What you should do: Please count, in the material below, each line containing "color", and report only the number.

Input data:
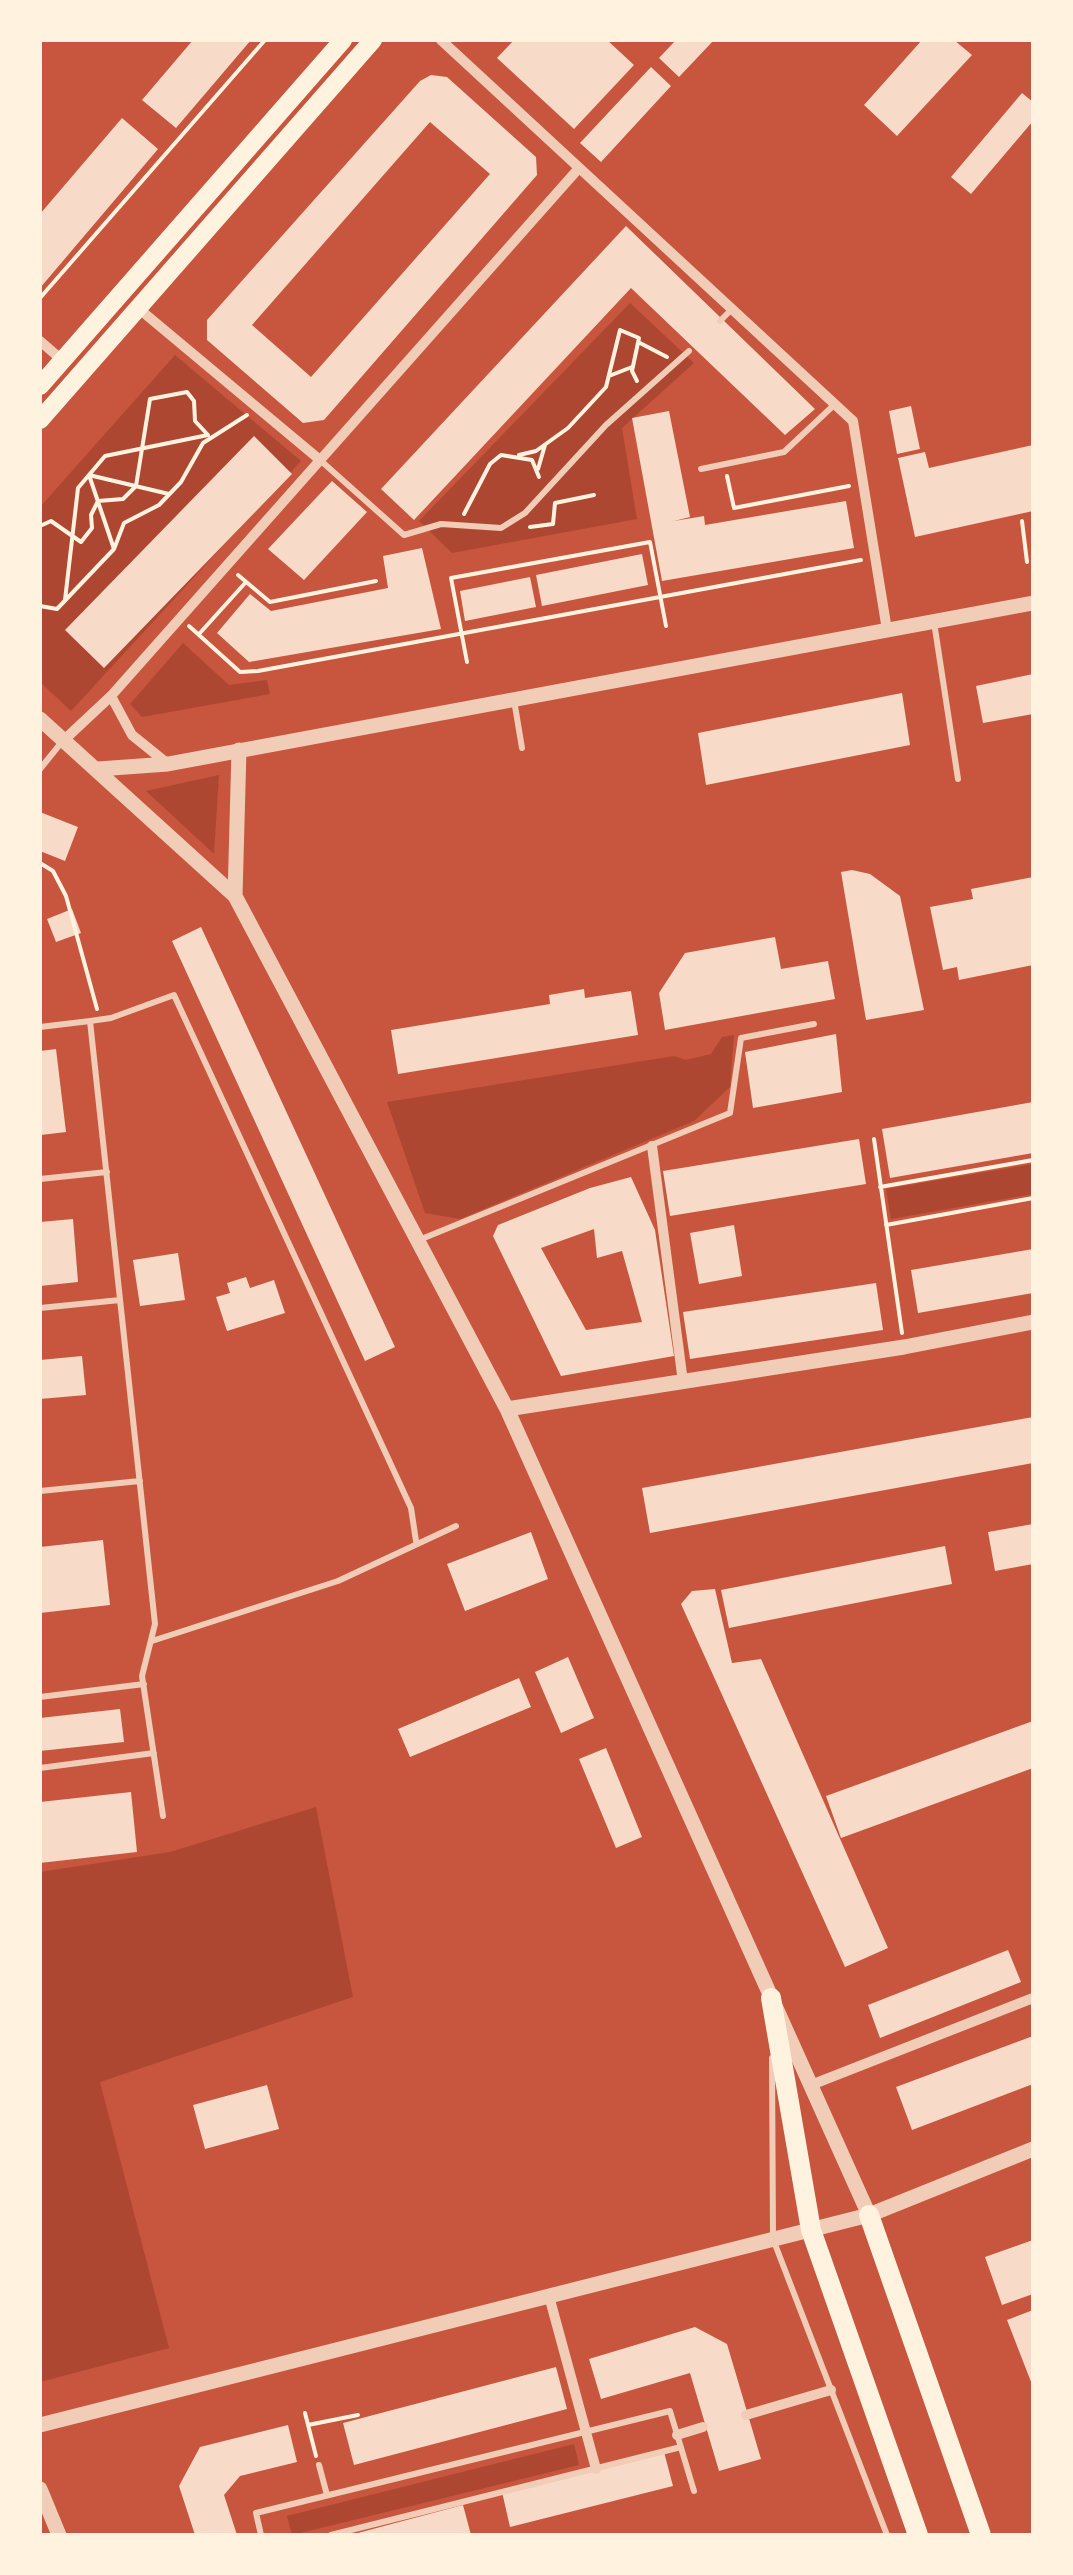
<!DOCTYPE html>
<html>
<head>
<meta charset="utf-8">
<style>
  body { margin:0 }
  #map { position:relative; width:1073px; height:2575px; overflow:hidden; background:#c8553d; font-family:"Nunito Sans",sans-serif }
  canvas { display:block }
  .frame { position:absolute; inset:0; border:42px solid #fff3e0; pointer-events:none }
</style>
</head>
<body>
<div id="map">
<canvas width="1073" height="2575"></canvas>
<div class="frame"></div>
</div>
<script>
const c = document.querySelector('canvas').getContext('2d');
c.lineJoin = 'round';
function fill(path, color) { c.fillStyle = color; c.fill(path, 'evenodd'); }
const shape = rows => new Path2D(rows.map(r => 'M' + r).join(''));
function trace(path, color, width, dash) { c.strokeStyle = color; c.lineWidth = width; c.lineCap = dash ? 'butt' : 'round'; c.setLineDash(dash || []); c.stroke(path); }
fill(shape([
  [630,303,694,363,622,428,637,519,452,553,419,521],
  [175,355,301,461,71,711,40,682,40,507],
  [183,643,229,685,267,680,270,694,142,717,130,704],
  [219,775,214,854,146,791],
  [734,1035,730,1087,694,1121,460,1219,425,1213,387,1102,674,1056,686,1060,711,1054,722,1037],
  [1033,1164,1033,1194,891,1219,886,1189],
  [316,1807,353,1997,100,2082,169,2348,40,2382,40,1872,170,1852],
  [574,2444,579,2465,292,2535,287,2516]
]), '#ae4732');
fill(shape([
  [193,40,251,40,176,128,142,100],
  [514,40,607,40,634,65,574,129,497,58],
  [676,40,714,40,679,77,659,58],
  [922,40,954,40,972,55,897,136,864,105],
  [651,67,671,86,601,162,580,143],
  [431,75,447,77,536,157,537,175,324,420,303,423,207,340,207,320,420,81],
  [430,122,490,174,311,377,252,325],
  [1022,93,1033,102,1033,121,971,194,951,177],
  [122,118,158,149,40,288,40,214],
  [626,226,815,409,785,435,631,288,414,520,381,489],
  [911,406,920,449,897,454,889,411],
  [669,411,690,517,674,521,704,516,705,525,846,501,854,548,662,581,632,418],
  [254,436,292,474,104,668,65,630],
  [1033,445,1033,511,915,537,898,458,925,452,929,468],
  [332,481,367,512,304,580,268,549],
  [422,548,441,629,249,662,217,633,250,594,271,611,388,588,383,556],
  [642,554,648,585,542,606,536,575],
  [530,577,536,607,465,621,460,591],
  [1033,674,1033,714,983,723,976,686],
  [902,693,910,745,706,785,698,733],
  [40,812,78,827,65,861,40,851],
  [852,870,870,874,900,896,924,1010,866,1020,841,872],
  [1033,877,1033,965,959,980,957,967,943,970,930,907,973,899,971,889],
  [72,909,81,933,56,942,47,919],
  [201,927,395,1347,365,1361,172,941],
  [775,937,781,969,828,961,835,999,665,1030,659,993,685,953],
  [584,989,585,998,631,991,638,1035,398,1074,391,1030,550,1004,549,995],
  [836,1034,842,1092,753,1108,745,1052],
  [56,1049,66,1132,41,1135,40,1051],
  [1033,1102,1033,1153,890,1178,882,1129],
  [859,1139,866,1184,670,1216,663,1171],
  [631,1177,655,1230,674,1356,561,1376,493,1236,498,1225,590,1188],
  [594,1229,597,1258,622,1251,642,1322,586,1330,541,1248],
  [73,1219,78,1282,40,1286,40,1222],
  [734,1225,742,1276,699,1284,690,1233],
  [1033,1249,1033,1293,918,1313,911,1270],
  [178,1253,185,1300,140,1306,133,1260],
  [246,1277,250,1288,274,1280,285,1313,227,1331,216,1297,230,1293,227,1283],
  [876,1283,883,1330,690,1359,683,1312],
  [82,1356,86,1395,40,1399,40,1360],
  [1033,1417,1033,1463,650,1533,642,1488],
  [1033,1524,1033,1564,995,1571,988,1532],
  [531,1532,548,1579,465,1611,447,1564],
  [103,1540,110,1605,40,1613,40,1547],
  [945,1546,952,1584,729,1628,721,1590],
  [715,1589,732,1663,761,1659,888,1948,845,1967,681,1604,692,1591],
  [568,1657,594,1718,561,1733,535,1672],
  [519,1678,531,1707,410,1757,398,1729],
  [120,1709,124,1742,40,1751,40,1718],
  [1033,1721,1033,1768,841,1838,826,1796],
  [606,1748,642,1837,616,1848,579,1759],
  [131,1792,137,1852,40,1863,40,1802],
  [1008,1950,1021,1982,880,2038,868,2005],
  [1033,2036,1033,2084,912,2130,896,2087],
  [267,2085,279,2129,205,2149,193,2105],
  [1033,2240,1033,2294,1002,2305,985,2257],
  [1033,2310,1033,2387,1007,2320],
  [695,2327,727,2344,761,2459,719,2471,690,2373,601,2399,589,2359],
  [556,2367,567,2409,354,2465,343,2423],
  [288,2425,297,2462,240,2476,224,2495,237,2535,195,2535,179,2486,200,2447],
  [664,2452,673,2486,510,2527,502,2492],
  [463,2505,471,2535,354,2535,354,2534]
]), '#f7dbc8');
trace(shape([
  [40,298,265,40],
  [640,343,667,357],
  [609,376,632,367],
  [519,455,536,451,568,428,606,387,620,330,639,338,632,371,637,381],
  [538,469,545,445],
  [727,476,734,508,849,486],
  [464,514,490,464,501,455,532,460,539,477],
  [1022,521,1027,562],
  [40,526,51,521,81,542,92,528,91,515,98,501,123,499,136,486,150,399,187,392,194,401,195,421,208,435],
  [530,527,553,524,555,503,594,495],
  [114,549,89,475,169,494],
  [238,575,270,602,376,581],
  [65,600,78,488,105,456,208,435],
  [40,606,57,609,114,549,124,523,159,505,181,482,203,443,247,415],
  [189,626,240,672,258,671,861,560],
  [199,634,246,582],
  [467,662,451,578,650,542,666,626],
  [40,863,53,871,66,896,97,1009],
  [874,1139,902,1333],
  [880,1187,1033,1160],
  [886,1225,1033,1198],
  [305,2413,316,2456],
  [308,2425,358,2415]
]), '#fff3e0', 4);
trace(shape([
  [720,321,732,309],
  [320,460,404,535,441,524,501,528,525,513,606,425,689,351],
  [701,469,784,452,834,405],
  [934,622,958,779],
  [514,700,522,748],
  [40,769,61,743],
  [90,1021,111,1018,174,995,411,1508,416,1541],
  [40,1027,90,1021,155,1624,142,1676,163,1816],
  [40,1179,107,1172],
  [419,1240,730,1113,741,1038,814,1024],
  [40,1308,120,1300],
  [40,1491,140,1481],
  [152,1641,338,1581,456,1526],
  [40,1697,144,1684],
  [40,1768,154,1753],
  [772,2058,773,2239,887,2535],
  [319,2465,327,2495],
  [261,2535,256,2513,670,2411,694,2491],
  [331,2535,681,2447]
]), '#f1ccb7', 6);
trace(shape([
  [441,40,853,421,887,630],
  [138,308,320,460],
  [40,341,62,360],
  [111,696,132,735,168,764],
  [64,740,111,696,579,168],
  [652,1146,683,1382],
  [811,2085,1033,1998],
  [549,2296,596,2469],
  [746,2415,831,2390],
  [677,2435,703,2427]
]), '#f1ccb7', 10);
trace(shape([
  [40,719,235,896,507,1409,869,2215],
  [98,769,168,764,1033,603],
  [235,896,239,750],
  [507,1409,904,1347,1033,1322],
  [40,2425,869,2215,1033,2149],
  [40,2489,59,2535]
]), '#f1ccb7', 15);
trace(shape([
  [40,386,343,40],
  [40,420,373,40]
]), '#fff3e0', 18);
trace(shape([
  [771,1998,811,2230,918,2535],
  [869,2215,981,2535]
]), '#fff3e0', 20);
</script>
</body>
</html>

Solved exercise: 2